- WORK REQUIRED -
Wherever "canvas" appears in a line of the records below, count that line, and report only the number.

▬▬▬▬▬▬▬▬▬▬

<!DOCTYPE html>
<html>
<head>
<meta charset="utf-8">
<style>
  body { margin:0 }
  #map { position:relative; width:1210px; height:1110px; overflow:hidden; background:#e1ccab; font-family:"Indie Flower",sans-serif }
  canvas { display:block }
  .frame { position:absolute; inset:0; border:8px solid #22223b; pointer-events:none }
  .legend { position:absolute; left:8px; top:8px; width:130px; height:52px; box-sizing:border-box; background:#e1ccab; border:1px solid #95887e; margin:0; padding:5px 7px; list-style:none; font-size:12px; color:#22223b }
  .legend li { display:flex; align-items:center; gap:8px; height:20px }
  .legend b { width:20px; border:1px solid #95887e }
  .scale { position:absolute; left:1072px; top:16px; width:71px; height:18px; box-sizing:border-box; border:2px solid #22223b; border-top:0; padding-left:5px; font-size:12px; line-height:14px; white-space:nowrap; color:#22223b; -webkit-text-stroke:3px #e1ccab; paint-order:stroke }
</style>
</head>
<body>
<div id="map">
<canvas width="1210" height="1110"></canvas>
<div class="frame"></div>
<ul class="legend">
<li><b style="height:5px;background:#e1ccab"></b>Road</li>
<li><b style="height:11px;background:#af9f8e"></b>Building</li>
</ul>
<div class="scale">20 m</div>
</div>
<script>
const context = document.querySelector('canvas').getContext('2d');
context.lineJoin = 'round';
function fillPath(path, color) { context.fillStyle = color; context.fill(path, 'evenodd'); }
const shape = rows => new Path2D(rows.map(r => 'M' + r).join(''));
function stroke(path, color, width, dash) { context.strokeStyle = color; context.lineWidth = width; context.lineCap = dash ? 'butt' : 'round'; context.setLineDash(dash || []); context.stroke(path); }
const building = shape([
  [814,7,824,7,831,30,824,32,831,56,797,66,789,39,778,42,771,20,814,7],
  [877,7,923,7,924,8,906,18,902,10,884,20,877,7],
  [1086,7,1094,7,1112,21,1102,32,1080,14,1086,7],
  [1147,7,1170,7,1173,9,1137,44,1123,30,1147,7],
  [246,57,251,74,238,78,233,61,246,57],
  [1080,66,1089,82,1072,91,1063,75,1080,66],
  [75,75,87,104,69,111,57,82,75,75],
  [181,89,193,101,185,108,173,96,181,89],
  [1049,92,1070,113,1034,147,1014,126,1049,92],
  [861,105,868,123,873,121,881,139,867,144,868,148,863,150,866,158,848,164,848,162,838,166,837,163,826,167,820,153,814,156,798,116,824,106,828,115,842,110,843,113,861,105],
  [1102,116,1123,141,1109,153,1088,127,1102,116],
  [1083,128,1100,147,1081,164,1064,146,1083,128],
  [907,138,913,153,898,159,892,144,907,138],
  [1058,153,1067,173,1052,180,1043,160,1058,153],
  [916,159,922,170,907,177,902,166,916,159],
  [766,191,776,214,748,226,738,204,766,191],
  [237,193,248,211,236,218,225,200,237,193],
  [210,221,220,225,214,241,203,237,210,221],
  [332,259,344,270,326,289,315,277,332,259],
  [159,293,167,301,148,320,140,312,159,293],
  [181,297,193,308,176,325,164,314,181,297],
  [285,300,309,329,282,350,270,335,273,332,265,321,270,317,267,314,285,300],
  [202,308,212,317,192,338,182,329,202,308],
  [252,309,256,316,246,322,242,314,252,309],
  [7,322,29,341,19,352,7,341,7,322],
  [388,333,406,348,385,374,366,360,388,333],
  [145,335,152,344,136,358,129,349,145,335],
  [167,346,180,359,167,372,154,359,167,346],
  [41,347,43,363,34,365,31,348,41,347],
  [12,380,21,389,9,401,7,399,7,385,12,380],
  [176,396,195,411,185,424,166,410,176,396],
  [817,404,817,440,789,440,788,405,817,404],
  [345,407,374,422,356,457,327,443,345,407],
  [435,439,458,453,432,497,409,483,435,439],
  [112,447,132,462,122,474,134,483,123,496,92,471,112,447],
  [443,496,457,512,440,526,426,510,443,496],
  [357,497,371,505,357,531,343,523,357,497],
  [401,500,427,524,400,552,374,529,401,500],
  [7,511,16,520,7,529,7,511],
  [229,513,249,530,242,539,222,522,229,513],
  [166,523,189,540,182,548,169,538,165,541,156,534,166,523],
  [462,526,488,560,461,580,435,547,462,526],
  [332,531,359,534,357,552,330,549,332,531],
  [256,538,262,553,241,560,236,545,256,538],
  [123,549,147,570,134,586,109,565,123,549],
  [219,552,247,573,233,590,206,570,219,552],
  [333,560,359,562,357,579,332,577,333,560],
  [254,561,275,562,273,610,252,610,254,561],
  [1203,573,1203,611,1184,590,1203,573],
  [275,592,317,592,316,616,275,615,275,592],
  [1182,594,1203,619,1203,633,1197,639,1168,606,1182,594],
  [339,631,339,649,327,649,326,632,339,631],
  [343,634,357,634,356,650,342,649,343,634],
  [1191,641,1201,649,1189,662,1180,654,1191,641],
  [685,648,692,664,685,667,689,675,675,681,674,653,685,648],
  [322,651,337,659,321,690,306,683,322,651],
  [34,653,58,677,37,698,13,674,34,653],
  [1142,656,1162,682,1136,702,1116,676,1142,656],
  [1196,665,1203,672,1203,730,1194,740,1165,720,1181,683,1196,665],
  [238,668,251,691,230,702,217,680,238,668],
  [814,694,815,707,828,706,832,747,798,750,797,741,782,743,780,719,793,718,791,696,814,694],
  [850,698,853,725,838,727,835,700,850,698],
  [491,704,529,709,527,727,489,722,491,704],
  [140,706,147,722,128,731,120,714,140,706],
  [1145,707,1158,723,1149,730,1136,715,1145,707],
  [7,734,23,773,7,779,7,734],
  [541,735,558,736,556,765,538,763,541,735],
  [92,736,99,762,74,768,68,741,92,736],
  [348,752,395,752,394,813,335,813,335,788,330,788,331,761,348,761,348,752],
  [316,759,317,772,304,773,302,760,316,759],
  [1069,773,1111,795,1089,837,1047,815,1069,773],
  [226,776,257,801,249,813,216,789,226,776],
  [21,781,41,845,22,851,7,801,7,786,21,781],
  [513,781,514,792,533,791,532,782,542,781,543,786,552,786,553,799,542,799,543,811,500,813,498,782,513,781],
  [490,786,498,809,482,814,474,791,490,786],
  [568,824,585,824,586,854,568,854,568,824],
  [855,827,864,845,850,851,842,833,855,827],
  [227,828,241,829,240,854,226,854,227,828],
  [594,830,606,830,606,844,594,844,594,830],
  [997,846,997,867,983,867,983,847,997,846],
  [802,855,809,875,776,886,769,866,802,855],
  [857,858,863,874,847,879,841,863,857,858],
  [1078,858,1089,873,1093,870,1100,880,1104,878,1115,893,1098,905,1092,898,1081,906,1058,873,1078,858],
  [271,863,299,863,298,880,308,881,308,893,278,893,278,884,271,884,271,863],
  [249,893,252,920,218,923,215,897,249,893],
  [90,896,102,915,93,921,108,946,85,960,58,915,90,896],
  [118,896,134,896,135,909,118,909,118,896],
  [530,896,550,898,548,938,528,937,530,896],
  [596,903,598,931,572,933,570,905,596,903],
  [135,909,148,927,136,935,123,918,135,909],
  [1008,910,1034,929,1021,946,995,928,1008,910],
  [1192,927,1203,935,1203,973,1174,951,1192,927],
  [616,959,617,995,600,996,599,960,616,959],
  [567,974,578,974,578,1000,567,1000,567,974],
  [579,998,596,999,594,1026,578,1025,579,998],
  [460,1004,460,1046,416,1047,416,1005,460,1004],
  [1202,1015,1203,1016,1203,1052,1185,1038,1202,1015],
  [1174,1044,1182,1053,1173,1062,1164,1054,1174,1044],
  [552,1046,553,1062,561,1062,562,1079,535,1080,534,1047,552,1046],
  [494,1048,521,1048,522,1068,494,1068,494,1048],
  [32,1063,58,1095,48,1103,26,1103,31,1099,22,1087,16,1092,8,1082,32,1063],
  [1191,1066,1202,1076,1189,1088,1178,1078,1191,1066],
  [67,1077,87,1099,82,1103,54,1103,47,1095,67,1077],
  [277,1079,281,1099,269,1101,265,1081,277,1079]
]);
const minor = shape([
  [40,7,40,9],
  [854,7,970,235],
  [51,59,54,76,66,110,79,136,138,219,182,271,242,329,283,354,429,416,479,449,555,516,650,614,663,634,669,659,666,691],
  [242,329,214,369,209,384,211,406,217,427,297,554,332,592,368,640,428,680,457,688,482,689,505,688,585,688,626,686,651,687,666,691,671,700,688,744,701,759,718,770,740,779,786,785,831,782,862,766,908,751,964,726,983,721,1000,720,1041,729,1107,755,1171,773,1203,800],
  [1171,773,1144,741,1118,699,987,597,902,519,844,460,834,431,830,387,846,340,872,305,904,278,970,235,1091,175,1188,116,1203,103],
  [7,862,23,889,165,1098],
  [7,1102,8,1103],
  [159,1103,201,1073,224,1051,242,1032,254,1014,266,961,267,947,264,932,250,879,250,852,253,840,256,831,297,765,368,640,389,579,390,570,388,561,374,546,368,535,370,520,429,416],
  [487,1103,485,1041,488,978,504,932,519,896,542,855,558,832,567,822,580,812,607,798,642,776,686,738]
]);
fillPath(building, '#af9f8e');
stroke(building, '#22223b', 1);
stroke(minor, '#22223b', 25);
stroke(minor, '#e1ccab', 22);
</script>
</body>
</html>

▬▬▬▬▬▬▬▬▬▬

- SOLUTION FOR THIS PROBLEM -
3